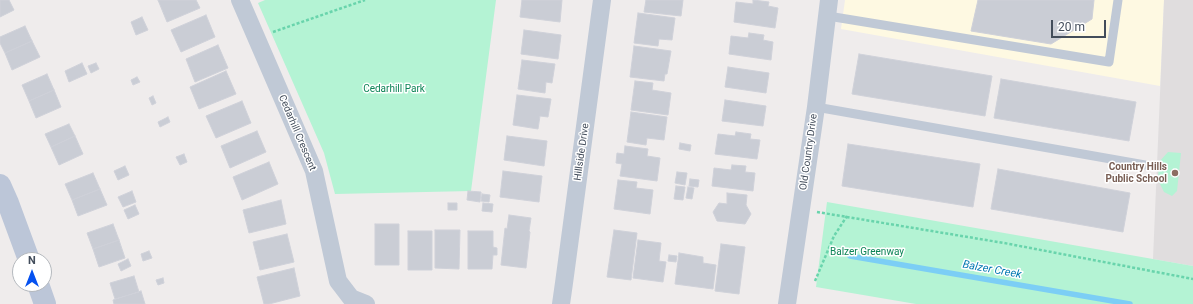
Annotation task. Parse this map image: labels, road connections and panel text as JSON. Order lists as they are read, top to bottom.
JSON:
{
  "streets": {
    "street": ["Cedarhill Crescent", "Hillside Drive", "Old Country Drive"]
  },
  "water": ["Balzer Creek"],
  "parks": ["Cedarhill Park", "Balzer Greenway"],
  "places": ["Country Hills Public School"],
  "scale_bar": "20 m",
  "north": "top"
}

........

* **What to work on**
Where images occur in the data above, leave them out and repeat everything else exactly.

* **Solution to the exercise**
Annotation task. Parse this map image: labels, road connections and panel text as JSON. Order lists as they are read, top to bottom.
JSON:
{
  "streets": {
    "street": ["Cedarhill Crescent", "Hillside Drive", "Old Country Drive"]
  },
  "water": ["Balzer Creek"],
  "parks": ["Cedarhill Park", "Balzer Greenway"],
  "places": ["Country Hills Public School"],
  "scale_bar": "20 m",
  "north": "top"
}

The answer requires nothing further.